Data excerpts:
§
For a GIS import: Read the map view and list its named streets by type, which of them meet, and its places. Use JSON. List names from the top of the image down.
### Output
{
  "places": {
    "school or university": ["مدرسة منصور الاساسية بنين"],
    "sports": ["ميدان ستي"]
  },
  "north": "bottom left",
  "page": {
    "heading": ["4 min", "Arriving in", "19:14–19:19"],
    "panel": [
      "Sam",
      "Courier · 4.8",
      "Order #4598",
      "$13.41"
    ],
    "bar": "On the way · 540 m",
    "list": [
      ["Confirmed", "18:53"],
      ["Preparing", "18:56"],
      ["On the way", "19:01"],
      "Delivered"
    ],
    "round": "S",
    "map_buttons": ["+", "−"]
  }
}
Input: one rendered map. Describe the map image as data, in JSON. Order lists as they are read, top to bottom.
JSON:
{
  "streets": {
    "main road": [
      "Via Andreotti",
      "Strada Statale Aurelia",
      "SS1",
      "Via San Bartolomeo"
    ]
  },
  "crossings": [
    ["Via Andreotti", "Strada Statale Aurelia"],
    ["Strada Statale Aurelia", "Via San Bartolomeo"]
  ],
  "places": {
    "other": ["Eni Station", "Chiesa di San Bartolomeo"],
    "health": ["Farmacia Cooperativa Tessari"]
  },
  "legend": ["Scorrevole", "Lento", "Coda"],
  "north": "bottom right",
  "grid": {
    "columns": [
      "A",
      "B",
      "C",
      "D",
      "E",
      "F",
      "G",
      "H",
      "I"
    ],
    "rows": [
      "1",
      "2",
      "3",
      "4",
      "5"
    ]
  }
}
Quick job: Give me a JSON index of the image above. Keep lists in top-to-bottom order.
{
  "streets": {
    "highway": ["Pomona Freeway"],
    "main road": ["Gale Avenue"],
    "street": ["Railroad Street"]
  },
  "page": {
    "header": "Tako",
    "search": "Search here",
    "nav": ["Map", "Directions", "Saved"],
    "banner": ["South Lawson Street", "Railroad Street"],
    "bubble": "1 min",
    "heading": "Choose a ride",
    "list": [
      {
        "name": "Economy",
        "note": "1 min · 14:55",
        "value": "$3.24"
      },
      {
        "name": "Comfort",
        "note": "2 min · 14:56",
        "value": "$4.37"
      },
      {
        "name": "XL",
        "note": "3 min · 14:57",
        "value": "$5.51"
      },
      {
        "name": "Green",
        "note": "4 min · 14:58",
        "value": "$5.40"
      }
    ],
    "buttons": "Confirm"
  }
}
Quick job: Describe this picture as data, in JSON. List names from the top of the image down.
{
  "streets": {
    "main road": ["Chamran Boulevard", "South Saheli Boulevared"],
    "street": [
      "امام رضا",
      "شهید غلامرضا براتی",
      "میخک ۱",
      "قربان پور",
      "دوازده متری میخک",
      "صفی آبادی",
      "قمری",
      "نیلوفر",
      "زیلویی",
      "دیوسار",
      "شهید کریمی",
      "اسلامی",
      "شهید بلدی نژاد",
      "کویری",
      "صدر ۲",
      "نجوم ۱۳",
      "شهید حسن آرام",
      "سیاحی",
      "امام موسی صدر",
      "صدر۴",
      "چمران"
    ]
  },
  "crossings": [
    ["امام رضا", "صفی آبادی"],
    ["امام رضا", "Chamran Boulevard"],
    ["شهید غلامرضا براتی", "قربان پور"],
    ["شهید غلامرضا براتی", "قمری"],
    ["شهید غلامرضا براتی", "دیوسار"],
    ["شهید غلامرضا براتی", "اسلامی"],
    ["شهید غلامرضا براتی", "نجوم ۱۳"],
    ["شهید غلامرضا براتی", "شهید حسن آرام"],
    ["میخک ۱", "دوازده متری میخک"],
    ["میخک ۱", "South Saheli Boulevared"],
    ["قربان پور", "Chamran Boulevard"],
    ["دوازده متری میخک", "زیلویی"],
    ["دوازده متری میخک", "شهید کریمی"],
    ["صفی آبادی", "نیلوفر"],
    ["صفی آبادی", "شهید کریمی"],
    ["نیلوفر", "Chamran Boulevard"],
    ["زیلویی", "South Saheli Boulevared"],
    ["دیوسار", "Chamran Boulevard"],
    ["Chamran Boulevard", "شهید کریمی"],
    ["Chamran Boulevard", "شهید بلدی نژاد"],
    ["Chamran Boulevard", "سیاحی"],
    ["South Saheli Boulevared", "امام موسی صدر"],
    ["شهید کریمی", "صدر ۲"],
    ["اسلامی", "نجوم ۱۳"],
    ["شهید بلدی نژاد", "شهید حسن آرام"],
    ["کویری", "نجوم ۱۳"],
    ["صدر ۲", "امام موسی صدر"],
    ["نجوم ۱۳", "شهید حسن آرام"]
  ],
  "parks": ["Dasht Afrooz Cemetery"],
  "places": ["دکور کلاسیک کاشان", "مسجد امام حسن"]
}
§
About this exercise => Return every line from the entries above that includes the word "بلدی".

Result =>
      "شهید بلدی نژاد",
    ["Chamran Boulevard", "شهید بلدی نژاد"],
    ["شهید بلدی نژاد", "شهید حسن آرام"],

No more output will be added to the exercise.